(Saved entries)
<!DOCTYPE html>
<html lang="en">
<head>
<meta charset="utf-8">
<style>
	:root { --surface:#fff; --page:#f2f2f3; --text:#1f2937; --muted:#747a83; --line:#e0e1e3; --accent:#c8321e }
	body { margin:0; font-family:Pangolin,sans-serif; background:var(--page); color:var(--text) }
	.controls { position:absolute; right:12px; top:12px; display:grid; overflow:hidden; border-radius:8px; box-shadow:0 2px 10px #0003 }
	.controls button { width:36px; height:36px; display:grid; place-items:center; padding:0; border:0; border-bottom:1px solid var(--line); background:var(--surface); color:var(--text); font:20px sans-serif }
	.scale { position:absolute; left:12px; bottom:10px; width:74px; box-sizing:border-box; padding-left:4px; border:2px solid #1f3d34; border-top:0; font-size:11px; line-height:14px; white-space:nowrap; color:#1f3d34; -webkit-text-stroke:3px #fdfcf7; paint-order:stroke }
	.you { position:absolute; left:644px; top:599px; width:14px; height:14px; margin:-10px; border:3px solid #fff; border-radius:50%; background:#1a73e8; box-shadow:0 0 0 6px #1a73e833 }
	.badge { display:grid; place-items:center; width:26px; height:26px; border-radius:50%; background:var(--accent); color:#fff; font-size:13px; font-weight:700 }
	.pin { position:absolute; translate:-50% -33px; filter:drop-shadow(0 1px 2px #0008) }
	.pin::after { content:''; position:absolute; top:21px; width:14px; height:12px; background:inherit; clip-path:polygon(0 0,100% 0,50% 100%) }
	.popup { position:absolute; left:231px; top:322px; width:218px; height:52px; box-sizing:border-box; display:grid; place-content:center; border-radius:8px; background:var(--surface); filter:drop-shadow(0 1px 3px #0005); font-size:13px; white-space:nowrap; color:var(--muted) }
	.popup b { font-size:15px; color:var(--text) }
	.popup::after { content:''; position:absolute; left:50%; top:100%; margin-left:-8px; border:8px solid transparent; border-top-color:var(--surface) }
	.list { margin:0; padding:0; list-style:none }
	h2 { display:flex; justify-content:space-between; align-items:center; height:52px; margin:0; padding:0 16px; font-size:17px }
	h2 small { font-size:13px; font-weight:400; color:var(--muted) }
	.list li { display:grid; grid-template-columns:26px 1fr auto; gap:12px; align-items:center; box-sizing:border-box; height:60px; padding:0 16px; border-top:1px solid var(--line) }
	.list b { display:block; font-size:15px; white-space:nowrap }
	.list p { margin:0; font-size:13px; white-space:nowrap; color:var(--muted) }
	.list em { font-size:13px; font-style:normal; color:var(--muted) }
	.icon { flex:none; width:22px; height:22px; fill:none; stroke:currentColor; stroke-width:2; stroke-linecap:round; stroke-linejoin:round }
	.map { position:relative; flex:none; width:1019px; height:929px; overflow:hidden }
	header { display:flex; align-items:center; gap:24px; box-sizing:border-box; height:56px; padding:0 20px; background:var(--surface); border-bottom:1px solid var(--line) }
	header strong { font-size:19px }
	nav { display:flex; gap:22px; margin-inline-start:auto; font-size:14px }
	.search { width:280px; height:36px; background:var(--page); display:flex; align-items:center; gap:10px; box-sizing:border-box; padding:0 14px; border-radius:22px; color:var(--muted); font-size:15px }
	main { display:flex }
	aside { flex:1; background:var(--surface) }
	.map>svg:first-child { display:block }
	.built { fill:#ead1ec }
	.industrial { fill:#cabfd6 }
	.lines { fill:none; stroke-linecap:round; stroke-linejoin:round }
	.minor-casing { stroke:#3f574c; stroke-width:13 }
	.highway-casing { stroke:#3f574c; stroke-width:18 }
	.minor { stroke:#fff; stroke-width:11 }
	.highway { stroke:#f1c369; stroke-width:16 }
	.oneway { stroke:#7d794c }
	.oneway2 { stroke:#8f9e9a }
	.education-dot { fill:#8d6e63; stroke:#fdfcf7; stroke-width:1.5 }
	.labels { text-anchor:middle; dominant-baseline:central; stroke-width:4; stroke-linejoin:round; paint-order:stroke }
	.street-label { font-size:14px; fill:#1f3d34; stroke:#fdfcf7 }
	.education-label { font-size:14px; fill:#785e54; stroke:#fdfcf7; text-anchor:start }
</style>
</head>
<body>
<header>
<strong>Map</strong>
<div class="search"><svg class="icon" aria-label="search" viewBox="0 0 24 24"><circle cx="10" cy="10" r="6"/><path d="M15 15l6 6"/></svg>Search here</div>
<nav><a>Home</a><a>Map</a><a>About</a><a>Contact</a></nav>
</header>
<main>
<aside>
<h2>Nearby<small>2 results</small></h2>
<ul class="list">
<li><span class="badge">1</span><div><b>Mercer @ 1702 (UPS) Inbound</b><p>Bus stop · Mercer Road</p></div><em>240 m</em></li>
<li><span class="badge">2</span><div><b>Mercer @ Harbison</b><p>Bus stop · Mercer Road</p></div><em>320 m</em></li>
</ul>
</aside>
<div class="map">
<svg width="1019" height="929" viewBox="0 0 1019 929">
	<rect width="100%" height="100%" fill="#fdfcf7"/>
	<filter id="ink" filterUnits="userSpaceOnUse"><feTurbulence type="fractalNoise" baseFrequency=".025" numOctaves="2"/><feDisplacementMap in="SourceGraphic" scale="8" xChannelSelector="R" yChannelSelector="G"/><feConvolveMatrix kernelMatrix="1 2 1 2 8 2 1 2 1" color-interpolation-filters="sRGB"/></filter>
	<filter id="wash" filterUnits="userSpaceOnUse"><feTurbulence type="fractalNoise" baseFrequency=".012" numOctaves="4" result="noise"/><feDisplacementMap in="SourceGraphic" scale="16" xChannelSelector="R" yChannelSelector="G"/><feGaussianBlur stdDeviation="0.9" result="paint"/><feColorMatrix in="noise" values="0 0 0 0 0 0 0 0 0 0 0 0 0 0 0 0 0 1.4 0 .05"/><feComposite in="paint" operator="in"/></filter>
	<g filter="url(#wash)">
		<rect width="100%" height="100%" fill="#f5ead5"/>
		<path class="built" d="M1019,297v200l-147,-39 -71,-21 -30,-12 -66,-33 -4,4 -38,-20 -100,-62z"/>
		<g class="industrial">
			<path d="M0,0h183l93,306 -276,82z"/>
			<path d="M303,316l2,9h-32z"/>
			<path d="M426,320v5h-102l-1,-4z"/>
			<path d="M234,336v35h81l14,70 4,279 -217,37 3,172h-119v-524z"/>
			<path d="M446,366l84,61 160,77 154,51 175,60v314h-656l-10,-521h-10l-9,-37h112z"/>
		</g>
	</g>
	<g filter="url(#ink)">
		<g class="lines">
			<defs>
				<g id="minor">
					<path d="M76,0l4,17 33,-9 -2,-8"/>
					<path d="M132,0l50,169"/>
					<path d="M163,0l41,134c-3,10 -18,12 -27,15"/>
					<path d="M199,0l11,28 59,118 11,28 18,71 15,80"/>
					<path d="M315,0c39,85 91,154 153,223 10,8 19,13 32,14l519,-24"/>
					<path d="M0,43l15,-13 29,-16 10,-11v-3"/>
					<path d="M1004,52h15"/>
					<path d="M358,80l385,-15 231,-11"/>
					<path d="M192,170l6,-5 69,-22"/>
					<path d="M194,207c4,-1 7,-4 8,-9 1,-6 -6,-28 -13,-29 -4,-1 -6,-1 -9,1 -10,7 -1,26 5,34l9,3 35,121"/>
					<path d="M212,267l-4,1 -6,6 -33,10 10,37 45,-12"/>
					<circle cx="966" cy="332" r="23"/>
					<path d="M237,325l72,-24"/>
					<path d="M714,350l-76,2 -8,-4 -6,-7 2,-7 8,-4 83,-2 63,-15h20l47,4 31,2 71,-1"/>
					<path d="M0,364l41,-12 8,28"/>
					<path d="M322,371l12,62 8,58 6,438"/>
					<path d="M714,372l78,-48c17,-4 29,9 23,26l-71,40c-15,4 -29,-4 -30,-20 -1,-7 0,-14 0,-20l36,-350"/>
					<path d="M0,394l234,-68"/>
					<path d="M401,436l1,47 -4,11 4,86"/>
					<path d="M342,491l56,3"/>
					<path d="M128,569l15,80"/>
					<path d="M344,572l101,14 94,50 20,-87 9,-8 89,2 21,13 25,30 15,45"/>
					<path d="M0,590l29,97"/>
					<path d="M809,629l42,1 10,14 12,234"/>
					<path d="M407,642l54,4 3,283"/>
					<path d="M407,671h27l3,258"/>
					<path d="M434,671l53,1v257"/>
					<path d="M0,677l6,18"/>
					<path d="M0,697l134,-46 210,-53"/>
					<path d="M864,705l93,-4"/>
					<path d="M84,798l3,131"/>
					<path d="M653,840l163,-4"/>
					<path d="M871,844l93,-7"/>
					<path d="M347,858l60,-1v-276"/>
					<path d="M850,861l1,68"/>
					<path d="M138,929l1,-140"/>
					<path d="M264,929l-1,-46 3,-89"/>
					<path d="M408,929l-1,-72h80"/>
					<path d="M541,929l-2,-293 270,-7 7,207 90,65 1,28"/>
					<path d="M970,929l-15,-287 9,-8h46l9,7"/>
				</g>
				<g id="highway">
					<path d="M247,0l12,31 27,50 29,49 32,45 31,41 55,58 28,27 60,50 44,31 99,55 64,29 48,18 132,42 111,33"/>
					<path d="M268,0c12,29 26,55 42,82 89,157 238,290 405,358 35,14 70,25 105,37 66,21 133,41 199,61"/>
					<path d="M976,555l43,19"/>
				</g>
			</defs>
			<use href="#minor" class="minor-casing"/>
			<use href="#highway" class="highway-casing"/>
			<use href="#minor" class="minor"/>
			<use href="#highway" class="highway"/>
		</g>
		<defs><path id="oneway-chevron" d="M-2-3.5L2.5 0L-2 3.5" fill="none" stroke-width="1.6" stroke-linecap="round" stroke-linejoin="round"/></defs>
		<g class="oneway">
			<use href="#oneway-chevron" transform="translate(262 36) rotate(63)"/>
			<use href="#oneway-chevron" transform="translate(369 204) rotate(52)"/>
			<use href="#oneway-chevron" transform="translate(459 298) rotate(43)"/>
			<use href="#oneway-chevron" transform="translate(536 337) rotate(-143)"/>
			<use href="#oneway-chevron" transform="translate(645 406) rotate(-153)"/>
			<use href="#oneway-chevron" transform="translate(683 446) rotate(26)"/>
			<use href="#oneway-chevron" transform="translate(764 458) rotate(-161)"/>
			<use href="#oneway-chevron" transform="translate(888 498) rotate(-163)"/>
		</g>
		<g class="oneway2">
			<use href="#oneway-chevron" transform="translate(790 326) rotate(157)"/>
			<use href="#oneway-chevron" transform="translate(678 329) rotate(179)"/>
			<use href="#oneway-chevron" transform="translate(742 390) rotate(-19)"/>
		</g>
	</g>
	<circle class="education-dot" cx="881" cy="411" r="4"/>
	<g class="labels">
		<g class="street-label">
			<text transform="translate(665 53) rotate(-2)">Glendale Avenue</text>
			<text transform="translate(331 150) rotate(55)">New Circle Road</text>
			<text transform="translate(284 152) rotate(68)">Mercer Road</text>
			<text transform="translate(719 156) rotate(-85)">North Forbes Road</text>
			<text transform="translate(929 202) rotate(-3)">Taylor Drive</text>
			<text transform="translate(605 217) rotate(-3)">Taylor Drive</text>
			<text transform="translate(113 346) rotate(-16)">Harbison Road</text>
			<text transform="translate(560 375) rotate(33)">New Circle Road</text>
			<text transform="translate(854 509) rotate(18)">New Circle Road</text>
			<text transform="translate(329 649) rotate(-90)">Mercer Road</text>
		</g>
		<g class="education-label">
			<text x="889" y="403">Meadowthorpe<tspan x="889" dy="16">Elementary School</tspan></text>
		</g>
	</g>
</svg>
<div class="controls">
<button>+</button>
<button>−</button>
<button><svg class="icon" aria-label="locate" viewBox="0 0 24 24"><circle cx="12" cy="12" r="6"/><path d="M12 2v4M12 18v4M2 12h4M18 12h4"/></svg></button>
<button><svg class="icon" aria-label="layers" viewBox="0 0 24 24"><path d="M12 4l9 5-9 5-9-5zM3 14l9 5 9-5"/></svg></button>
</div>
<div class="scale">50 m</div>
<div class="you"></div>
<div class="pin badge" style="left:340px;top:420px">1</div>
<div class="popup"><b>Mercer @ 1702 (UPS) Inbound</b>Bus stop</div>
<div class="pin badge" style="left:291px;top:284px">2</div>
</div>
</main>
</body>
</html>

About this exercise
Using the data above, reproduce exactly the lines from the line that contains "display:grid; place-items:center; width:26px;" through the line that contains "font-size:13px; font-weight:400; color:var(--muted)", including both.

Answer for the task
	.badge { display:grid; place-items:center; width:26px; height:26px; border-radius:50%; background:var(--accent); color:#fff; font-size:13px; font-weight:700 }
	.pin { position:absolute; translate:-50% -33px; filter:drop-shadow(0 1px 2px #0008) }
	.pin::after { content:''; position:absolute; top:21px; width:14px; height:12px; background:inherit; clip-path:polygon(0 0,100% 0,50% 100%) }
	.popup { position:absolute; left:231px; top:322px; width:218px; height:52px; box-sizing:border-box; display:grid; place-content:center; border-radius:8px; background:var(--surface); filter:drop-shadow(0 1px 3px #0005); font-size:13px; white-space:nowrap; color:var(--muted) }
	.popup b { font-size:15px; color:var(--text) }
	.popup::after { content:''; position:absolute; left:50%; top:100%; margin-left:-8px; border:8px solid transparent; border-top-color:var(--surface) }
	.list { margin:0; padding:0; list-style:none }
	h2 { display:flex; justify-content:space-between; align-items:center; height:52px; margin:0; padding:0 16px; font-size:17px }
	h2 small { font-size:13px; font-weight:400; color:var(--muted) }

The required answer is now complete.